Baruch Hashem, I am marrying off a son. This is a tremendous simchah, and I even included Yidden in chutz la’Aretz in the simchah, by traveling to them to enable them to take part in hachnassas kallah . While there, I hooked up with a driver who earns his livelihood by transporting meshulachim from one philanthropist to another.
At one point I joined a group of Yidden, each of whom had come with his own good reason to raise money, and the driver took us to the home of a specific gvir, located somewhere, it seemed, at the ends of the earth.
“You go in last,” the driver said.
“Why?”
“Because I don’t want to ruin it for anyone. This gvir, you see – it’s important to him to know that the people got to him on their own, not with the services of a driver. You need to be careful not to mention my name, because that could cause you to lose out.”
I agreed. I did not exactly know what anyone else had said, but each of the people who went in before me left with a few hundred dollars. When my turn came, I went inside. The wealthy Yid asked me how I’d gotten to him, and I did not answer his question. He insisted on knowing, and then I told him, “I came for hachnassas kallah. If you want to contribute to that, brachos will come your way.”
I don’t know what his cheshbon was. My behavior probably did not find favor in his eyes. Maybe he understood that I had come with someone else, and this did not suit his “rules.” Whatever it was — I left not one penny richer than I’d come.
After traveling back to my host, I met a fellow meshulach. He smiled and told me, “I met a friend today. He greeted me nicely, and we spoke about how difficult it is to leave home and go into galus in order to collect money. This friend gave me a large sum of money, and afterward he took out that same sum and said, ‘Give it to another Yid who traveled here in order to collect money.’”
“And so,” my friend took out the money and put a bundle of bills into my hands, “this money is for you.”

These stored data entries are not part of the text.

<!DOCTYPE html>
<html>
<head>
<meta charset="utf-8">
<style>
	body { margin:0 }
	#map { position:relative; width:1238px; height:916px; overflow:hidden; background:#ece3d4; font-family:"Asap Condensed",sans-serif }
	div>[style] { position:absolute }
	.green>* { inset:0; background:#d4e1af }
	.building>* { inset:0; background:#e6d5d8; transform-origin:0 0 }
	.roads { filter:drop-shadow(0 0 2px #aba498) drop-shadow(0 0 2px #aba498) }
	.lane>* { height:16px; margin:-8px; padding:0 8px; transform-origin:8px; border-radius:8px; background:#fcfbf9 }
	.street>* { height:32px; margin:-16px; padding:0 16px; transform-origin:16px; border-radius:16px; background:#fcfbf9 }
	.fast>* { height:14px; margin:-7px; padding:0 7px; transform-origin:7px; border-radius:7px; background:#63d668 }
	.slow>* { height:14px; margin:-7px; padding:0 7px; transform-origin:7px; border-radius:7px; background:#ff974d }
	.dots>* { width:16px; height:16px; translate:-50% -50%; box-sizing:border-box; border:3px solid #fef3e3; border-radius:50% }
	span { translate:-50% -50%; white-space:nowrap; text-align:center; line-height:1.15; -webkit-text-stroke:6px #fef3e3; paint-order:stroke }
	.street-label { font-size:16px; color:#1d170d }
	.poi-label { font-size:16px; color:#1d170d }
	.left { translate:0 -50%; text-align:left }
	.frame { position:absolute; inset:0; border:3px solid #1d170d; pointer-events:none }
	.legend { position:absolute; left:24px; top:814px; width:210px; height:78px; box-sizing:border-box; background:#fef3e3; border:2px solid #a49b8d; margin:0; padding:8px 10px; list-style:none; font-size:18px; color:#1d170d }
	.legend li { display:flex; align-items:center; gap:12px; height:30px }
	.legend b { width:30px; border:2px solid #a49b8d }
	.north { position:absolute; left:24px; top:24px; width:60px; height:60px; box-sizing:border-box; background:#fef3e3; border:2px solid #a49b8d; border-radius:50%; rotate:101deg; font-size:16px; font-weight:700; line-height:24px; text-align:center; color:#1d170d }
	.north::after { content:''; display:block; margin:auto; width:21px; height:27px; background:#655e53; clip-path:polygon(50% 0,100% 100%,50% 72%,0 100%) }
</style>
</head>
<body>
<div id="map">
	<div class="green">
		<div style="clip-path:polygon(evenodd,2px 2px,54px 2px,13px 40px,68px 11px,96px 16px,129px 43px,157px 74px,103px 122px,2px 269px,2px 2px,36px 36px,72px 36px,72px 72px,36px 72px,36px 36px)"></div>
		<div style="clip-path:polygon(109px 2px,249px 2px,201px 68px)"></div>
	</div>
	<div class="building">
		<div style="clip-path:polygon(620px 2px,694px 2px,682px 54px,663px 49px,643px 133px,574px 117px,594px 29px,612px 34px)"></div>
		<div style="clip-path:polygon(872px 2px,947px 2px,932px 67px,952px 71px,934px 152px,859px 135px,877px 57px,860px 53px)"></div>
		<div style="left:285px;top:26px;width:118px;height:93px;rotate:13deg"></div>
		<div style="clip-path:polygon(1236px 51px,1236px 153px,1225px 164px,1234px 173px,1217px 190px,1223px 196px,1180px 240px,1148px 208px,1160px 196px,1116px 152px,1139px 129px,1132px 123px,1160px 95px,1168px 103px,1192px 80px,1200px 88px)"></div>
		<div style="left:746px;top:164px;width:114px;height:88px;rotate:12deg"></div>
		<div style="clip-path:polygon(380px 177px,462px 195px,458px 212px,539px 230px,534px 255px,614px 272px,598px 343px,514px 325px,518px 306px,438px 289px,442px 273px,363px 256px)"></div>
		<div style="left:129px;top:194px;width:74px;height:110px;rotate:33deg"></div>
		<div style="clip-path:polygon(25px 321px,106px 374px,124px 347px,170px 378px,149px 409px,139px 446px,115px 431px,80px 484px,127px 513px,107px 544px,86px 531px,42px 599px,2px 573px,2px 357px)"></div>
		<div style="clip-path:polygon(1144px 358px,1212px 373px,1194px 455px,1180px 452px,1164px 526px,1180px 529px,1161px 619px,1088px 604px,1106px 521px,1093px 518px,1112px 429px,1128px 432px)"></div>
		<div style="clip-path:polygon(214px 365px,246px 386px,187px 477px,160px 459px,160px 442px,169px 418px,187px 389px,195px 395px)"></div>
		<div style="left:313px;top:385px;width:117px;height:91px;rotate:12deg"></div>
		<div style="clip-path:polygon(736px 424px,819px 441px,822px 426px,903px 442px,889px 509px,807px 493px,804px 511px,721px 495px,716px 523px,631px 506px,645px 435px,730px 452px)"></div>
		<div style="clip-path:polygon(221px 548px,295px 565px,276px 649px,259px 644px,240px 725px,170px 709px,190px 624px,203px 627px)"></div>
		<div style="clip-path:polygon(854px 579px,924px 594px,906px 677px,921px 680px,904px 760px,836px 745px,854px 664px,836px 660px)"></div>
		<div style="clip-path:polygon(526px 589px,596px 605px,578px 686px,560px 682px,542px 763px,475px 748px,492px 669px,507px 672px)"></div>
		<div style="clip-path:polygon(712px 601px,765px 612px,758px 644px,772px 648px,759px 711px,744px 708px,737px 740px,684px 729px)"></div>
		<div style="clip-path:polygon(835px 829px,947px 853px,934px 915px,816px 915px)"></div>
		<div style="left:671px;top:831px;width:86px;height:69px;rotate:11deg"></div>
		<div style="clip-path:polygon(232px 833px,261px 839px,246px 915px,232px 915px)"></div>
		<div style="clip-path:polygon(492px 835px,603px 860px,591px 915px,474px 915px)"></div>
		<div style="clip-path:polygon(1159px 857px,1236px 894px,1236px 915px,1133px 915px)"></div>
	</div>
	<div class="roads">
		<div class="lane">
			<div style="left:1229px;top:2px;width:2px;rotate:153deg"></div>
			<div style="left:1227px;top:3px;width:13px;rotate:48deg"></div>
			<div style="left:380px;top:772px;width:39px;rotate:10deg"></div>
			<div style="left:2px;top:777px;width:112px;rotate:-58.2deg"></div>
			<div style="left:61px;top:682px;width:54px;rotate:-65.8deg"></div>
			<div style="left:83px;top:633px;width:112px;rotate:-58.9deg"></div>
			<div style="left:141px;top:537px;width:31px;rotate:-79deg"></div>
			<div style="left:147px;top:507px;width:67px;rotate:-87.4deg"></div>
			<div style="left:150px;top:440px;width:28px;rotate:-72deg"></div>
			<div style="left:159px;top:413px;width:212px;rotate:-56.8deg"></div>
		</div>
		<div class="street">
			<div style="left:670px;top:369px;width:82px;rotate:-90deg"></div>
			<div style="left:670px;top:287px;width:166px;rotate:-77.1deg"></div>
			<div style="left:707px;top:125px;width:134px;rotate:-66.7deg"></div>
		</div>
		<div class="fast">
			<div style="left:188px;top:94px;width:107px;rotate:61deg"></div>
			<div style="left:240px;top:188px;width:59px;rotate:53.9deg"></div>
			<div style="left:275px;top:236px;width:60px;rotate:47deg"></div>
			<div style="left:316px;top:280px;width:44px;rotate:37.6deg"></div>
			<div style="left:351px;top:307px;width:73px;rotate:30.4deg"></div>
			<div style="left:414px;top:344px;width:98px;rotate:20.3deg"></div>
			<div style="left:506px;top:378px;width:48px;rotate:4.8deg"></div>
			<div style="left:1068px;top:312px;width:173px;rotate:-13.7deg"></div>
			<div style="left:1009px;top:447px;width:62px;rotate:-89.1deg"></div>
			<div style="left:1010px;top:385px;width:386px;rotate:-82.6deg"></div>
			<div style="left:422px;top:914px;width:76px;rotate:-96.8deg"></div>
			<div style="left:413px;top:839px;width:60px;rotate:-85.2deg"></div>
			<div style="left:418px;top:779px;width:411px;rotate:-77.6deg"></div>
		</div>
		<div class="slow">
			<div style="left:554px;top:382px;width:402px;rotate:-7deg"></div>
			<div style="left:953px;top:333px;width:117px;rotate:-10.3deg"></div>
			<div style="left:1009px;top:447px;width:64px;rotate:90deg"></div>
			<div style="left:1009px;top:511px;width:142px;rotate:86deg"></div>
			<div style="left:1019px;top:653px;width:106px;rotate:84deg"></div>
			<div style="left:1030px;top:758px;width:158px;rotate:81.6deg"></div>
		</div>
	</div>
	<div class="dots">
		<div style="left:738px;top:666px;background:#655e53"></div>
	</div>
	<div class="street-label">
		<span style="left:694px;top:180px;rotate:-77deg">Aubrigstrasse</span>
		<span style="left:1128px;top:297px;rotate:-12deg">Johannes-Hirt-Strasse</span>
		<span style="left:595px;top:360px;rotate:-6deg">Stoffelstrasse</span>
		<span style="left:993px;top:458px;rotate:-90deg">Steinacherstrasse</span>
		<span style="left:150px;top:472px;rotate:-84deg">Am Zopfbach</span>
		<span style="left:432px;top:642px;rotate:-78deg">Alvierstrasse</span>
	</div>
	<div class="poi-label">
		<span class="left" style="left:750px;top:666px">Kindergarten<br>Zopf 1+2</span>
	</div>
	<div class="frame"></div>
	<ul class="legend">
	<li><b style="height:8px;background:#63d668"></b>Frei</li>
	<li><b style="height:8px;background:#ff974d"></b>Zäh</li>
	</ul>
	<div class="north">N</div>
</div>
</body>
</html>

This was an uplifting moment. I saw with my own eyes how Hakadosh Baruch Hu was pleased with my honesty. I was happy that my friend remembered me and also acted honestly, by not taking someone else’s gift for himself. Both of us were Yidden in a strange land who were zocheh to he’aras Panim. It was so exciting, and both of us, the “mechutanim” who performed “V’kabtzeinu yachad,” burst into a dance of thanksgiving.